As for the executive branch, Presidents lack the ability to legislate in a formal and legitimate fashion, and so they cannot address the above problems and those with a similar structure to anywhere near the same extent that Congress can. Presidential action is less enduring and far reaching than legislation. Normatively, moreover, executive unilateralism poses risks of democratic deficits and backsliding that congressional power does not.

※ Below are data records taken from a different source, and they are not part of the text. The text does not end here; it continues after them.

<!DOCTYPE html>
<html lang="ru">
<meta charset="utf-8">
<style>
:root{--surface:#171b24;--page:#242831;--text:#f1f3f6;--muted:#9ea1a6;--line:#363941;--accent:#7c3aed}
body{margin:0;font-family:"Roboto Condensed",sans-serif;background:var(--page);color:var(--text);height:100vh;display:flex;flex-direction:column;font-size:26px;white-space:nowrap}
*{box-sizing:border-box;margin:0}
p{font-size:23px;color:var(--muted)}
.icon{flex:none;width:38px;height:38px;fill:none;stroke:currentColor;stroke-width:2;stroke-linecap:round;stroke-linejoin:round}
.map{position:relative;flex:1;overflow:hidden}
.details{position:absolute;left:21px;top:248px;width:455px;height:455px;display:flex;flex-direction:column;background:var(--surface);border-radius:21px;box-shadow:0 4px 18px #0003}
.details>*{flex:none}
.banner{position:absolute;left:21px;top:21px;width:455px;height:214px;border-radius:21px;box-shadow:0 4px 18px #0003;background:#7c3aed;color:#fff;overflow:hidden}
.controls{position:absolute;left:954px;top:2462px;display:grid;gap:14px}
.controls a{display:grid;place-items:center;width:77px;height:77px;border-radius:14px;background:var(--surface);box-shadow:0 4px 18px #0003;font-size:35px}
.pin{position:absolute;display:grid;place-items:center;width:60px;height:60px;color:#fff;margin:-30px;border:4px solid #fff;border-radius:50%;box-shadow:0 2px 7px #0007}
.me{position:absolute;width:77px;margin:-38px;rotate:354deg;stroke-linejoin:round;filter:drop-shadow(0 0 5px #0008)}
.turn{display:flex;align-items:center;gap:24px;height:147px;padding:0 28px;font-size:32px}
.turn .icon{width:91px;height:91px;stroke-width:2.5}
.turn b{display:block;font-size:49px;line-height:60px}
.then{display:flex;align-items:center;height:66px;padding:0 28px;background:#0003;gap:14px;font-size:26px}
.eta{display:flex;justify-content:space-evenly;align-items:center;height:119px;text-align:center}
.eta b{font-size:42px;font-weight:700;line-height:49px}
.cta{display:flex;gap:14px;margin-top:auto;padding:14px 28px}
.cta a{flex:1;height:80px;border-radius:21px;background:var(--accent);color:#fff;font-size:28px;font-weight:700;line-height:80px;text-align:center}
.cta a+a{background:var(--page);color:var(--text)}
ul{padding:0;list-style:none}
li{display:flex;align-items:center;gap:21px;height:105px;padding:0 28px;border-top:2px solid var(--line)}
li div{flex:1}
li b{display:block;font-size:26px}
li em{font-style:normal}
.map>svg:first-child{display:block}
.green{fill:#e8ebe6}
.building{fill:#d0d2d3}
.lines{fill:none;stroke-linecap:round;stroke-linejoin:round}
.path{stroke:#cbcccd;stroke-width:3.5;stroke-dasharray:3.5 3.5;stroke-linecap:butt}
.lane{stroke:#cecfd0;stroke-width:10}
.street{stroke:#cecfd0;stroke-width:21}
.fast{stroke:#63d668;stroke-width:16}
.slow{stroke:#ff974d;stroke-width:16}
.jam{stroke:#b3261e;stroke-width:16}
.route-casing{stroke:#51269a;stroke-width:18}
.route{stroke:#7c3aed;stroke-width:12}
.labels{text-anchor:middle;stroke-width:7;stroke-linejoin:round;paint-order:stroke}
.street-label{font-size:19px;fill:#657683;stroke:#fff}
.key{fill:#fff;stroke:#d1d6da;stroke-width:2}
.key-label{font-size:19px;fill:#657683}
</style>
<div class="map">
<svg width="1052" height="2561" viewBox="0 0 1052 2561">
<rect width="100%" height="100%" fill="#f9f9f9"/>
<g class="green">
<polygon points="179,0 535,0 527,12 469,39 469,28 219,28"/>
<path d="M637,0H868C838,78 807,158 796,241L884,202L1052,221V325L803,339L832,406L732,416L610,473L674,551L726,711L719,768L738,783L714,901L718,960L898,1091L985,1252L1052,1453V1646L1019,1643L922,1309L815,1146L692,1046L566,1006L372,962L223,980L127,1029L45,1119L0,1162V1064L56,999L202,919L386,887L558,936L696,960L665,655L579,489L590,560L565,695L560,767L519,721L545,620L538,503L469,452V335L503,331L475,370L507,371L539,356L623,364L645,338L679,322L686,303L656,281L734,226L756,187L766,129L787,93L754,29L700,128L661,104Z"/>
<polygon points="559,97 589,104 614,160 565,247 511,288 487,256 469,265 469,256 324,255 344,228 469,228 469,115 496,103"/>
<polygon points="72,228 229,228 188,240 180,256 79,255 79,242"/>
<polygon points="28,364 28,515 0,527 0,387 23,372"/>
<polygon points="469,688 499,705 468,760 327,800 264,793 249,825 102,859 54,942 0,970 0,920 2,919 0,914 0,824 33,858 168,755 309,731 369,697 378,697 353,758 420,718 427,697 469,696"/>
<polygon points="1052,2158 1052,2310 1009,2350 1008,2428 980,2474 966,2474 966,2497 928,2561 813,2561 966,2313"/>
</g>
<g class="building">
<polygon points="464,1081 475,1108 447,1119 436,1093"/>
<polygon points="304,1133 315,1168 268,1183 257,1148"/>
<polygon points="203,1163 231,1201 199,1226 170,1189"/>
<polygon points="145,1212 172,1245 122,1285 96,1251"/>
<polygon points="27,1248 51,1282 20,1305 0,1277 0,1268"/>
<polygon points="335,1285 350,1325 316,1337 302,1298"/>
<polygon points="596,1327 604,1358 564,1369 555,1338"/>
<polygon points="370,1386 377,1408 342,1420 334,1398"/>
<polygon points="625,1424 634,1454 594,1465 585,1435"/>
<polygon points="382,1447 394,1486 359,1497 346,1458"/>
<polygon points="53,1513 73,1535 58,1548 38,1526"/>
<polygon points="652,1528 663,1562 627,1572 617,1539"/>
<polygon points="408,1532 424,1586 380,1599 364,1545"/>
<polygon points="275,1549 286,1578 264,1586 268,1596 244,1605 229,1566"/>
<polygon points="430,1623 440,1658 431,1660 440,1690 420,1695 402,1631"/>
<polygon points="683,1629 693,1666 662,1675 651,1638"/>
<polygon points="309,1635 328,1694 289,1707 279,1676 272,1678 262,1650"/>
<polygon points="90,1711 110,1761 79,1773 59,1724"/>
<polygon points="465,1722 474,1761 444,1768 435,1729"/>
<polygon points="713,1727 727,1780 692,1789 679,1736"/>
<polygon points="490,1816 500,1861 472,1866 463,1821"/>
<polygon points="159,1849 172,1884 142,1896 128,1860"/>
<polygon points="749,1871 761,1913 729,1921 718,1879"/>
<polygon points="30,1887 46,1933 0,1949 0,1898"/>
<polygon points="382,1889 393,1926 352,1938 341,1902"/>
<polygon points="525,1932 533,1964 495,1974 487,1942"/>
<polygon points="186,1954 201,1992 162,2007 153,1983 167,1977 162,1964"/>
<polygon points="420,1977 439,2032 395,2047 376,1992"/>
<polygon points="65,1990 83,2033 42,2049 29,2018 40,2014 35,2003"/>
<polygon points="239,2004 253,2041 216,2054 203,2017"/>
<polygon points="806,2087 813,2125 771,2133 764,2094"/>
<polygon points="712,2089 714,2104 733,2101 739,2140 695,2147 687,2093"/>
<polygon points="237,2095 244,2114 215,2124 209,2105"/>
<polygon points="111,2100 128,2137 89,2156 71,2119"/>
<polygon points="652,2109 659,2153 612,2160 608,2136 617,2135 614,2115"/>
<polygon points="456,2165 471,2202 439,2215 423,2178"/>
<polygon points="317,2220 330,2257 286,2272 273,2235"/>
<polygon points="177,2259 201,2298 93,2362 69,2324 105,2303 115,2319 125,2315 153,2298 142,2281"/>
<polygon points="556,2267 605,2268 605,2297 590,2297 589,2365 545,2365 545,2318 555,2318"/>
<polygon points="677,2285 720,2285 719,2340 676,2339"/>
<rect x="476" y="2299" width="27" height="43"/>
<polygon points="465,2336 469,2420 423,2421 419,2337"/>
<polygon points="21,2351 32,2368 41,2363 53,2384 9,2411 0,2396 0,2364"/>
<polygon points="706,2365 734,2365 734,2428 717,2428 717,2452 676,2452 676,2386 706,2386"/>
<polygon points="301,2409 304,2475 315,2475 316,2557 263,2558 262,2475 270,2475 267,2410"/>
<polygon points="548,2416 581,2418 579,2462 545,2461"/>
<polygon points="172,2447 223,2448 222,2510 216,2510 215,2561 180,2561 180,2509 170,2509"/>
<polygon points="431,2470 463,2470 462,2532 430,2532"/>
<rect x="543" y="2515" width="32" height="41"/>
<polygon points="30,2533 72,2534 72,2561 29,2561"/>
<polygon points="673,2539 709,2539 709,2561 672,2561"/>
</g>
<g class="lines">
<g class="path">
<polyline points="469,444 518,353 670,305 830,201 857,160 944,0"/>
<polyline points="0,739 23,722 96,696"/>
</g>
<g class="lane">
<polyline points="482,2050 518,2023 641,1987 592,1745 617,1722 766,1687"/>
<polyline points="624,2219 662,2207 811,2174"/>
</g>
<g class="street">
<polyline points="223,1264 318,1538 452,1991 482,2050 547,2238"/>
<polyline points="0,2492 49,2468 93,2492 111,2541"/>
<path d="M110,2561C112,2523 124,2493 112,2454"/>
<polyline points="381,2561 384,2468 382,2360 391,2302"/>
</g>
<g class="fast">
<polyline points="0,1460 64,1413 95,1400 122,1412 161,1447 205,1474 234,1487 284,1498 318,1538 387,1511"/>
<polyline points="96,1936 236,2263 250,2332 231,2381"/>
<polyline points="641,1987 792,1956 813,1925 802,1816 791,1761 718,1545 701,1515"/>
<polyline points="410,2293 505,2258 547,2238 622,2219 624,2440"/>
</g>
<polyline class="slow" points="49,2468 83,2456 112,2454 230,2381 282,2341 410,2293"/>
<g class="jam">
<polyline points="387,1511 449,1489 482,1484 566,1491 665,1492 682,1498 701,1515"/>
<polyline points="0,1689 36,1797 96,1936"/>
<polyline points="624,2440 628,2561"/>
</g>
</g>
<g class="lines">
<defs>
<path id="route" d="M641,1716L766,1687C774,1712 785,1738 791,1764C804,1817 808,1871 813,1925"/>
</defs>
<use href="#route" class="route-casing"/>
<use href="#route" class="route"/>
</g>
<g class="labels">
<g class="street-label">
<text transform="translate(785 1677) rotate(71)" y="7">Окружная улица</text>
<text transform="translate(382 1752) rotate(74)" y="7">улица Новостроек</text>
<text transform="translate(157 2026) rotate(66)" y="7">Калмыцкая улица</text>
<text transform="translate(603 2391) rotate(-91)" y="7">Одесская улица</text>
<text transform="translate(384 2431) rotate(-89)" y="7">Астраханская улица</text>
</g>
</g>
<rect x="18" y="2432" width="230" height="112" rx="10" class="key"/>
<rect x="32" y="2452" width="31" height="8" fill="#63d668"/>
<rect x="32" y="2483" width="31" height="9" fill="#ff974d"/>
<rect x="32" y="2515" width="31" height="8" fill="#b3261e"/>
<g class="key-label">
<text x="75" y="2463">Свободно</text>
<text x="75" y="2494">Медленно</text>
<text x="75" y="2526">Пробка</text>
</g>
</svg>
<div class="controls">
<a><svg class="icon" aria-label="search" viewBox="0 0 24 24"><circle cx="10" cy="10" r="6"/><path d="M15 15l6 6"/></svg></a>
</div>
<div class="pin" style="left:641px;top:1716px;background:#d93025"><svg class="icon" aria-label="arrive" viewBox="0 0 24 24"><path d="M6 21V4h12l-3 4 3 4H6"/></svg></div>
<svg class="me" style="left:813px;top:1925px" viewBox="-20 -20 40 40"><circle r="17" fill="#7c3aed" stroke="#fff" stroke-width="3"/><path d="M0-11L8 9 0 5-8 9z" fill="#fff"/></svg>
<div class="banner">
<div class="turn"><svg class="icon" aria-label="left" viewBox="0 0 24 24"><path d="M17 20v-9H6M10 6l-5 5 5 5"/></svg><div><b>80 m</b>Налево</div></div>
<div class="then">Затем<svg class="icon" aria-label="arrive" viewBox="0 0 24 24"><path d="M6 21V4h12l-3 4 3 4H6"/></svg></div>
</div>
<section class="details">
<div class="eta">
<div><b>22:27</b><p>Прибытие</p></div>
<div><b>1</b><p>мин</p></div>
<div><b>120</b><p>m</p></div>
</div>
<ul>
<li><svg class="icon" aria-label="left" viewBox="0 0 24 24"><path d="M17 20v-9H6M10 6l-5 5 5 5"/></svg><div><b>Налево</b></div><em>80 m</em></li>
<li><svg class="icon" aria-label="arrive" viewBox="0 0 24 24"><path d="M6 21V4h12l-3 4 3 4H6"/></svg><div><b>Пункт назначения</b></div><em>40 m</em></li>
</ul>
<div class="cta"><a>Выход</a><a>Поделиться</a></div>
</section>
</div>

The federal judiciary's most important job is largely (although not entirely) to get out of the way. The Collective-Action Constitution cautions the U.S. Supreme Court and lower federal courts—both of which can be substantially more assertive than the Founders envisioned in reviewing the constitutionality of federal laws (see Chapter 7)—not to significantly restrict federal power in the years ahead, whether through constitutional-law holdings contracting congressional power or administrative-law decisions diminishing agency power. The nation will continue to face pressing problems that spill across state (or national) borders, so federal action will be needed to address them effectively. In general, the federal government has the authority to act. And given the horizontal structure and the era of partisan polarization and animosity in which Americans will continue to live, there are already major impediments to the ability and willingness of members of Congress to overcome their own collective-action problems and legislate. Especially in modern times, legal doctrine should facilitate, not impede, realization of the Constitution's main structural purpose—its commitment to collective action.